The goal is to make sure there are no legal "gotchas".
@david-a-wheeler
Adding license info to each source file is a good practice, but that won't prevent initial acceptance.
Agreed - a good idea but no reason to cause any delay.
License of the main code looks fine to me (let me know if I missed something).
The project under MIT (which is a fine license) you may want to re-license under Apache-2.0 as I think that is what your charter specifies, or your board can approve a simple exception if needed.
I presume there aren't other legal "IP" things to deal with beyond copyright, correct? I'm thinking trademarks, trade secrets, patents, domain name registrations, or government seals. I doubt any of that's an issue, but if it is please let us know.
I don't think there is anything else, but I will double-check with @mkdolan
The project under MIT (which is a fine license) you may want to re-license under Apache-2.0 as I think that is what your charter specifies, or your board can approve a simple exception if needed.

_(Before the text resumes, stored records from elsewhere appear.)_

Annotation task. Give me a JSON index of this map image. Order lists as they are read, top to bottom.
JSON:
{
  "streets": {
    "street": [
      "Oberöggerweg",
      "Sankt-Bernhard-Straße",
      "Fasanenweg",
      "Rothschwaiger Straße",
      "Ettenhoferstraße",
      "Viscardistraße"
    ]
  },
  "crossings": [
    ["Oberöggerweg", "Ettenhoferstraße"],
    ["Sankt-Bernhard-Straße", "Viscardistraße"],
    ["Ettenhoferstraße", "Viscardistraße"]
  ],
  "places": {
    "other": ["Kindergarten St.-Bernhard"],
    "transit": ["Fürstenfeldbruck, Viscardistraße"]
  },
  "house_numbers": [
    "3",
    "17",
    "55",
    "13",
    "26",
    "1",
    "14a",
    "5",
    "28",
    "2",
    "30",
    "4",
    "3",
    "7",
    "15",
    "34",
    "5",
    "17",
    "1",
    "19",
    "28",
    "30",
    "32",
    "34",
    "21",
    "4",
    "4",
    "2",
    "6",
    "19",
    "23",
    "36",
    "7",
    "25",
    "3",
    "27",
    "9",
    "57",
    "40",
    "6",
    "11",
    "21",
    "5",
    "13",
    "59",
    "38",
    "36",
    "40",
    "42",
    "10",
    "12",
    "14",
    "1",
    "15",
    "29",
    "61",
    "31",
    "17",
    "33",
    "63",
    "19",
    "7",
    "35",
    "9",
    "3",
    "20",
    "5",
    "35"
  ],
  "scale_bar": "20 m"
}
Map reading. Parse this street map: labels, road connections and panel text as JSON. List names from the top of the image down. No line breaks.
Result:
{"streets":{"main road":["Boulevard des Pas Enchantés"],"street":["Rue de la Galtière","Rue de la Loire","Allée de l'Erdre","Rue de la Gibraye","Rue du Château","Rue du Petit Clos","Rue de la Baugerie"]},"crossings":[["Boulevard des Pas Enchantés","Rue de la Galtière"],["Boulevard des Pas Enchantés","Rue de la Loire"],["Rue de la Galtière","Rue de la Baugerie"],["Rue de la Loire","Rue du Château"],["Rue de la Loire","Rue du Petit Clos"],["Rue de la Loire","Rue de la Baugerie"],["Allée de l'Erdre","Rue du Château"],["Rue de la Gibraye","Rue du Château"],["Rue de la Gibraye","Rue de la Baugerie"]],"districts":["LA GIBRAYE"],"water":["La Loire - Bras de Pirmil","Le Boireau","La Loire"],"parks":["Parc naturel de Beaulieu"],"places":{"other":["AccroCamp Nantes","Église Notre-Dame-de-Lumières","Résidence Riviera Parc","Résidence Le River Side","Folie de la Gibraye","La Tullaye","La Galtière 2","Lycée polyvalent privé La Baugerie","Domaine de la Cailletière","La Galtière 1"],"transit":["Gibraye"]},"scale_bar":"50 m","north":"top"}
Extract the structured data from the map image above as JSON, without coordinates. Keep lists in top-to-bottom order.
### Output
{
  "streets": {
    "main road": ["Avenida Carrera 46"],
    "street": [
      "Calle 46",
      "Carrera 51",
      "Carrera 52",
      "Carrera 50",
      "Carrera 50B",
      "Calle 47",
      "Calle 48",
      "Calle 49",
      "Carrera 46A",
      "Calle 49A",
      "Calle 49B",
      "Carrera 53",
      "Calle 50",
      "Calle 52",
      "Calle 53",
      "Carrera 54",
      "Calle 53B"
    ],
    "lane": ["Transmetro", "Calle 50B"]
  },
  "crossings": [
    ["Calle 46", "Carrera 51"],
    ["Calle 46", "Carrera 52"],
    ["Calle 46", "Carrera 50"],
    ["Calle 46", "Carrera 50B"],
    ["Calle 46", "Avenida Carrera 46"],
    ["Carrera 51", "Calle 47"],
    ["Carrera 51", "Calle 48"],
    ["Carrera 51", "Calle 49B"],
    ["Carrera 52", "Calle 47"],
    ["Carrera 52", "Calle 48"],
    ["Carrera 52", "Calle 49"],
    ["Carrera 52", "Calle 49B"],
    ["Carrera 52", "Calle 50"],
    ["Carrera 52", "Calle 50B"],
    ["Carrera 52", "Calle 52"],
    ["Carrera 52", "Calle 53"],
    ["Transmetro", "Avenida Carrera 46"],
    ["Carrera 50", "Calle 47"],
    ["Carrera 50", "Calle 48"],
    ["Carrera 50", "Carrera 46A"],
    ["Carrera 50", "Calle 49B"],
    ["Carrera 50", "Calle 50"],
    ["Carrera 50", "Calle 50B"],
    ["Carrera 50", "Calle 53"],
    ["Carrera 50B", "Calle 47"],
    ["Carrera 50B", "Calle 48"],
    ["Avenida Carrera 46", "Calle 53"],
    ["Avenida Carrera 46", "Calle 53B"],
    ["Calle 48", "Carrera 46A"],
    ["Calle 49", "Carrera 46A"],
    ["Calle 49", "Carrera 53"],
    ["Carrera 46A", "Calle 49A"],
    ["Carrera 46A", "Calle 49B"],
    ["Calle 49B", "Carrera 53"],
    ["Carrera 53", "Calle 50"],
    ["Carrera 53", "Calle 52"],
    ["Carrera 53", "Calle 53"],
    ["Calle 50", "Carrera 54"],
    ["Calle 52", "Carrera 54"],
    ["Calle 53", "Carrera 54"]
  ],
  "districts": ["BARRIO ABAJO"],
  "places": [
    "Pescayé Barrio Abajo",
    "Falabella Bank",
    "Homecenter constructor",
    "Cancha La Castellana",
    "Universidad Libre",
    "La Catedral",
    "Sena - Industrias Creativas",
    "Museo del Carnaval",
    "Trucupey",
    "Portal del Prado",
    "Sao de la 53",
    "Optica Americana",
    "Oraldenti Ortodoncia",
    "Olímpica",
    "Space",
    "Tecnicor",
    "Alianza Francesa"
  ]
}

Actually the OpenSSF charter provides for code to be licensed under either the Apache 2.0 license or the MIT license so the code can stay with the MIT license.
@lehors is correct, the charter specifically states that MIT or Apache-2.0 is fine. Other licenses are possible but require governing board approval. So the code can stay with the MIT license, there's no problem.
@justaugustus : Are there any other legal "IP" things to deal with beyond copyright? E.g., trademarks, trade secrets, patents, domain name registrations, or government seals? I doubt any of that's an issue, but if there is something please let us know. The reviews above don't show any copyright-related issues. Really, this looks like all is smooth sailing, but we just need to confirm that there aren't any other potential issues (if there are issues, we want to quickly get them resolved).
As far I know there are no other "IP" thing in any of the projects ( trademarks, trade secrets, patents, domain name registrations, or government seals). π
@david-a-wheeler - since you were helping on the staff-side, could you check and see what we need to do to close this out? It looks like things are good, but just want official LF-word so we can let these folks keep rolling.
@hythloda - as noted above, no legal issues have been identified. MIT license is fine, license scan saw no issues, no other legal issues have been identified (patent, trademark, domain name, etc.). I presume this is fine by today's end unless I hear otherwise...!
My understanding is we are waiting on the Scorecard charter to be approved @justaugustus might know more.
Do we know if the Scorecard charter was approved? (cc: @justaugustus )
We've just completed review of the Scorecard project charter with LF Legal and it's over to them to establish the project officially. Once that is done, we'll be able to accept the project donation request.
@afmarcum or I will provide an update on this issue weekly!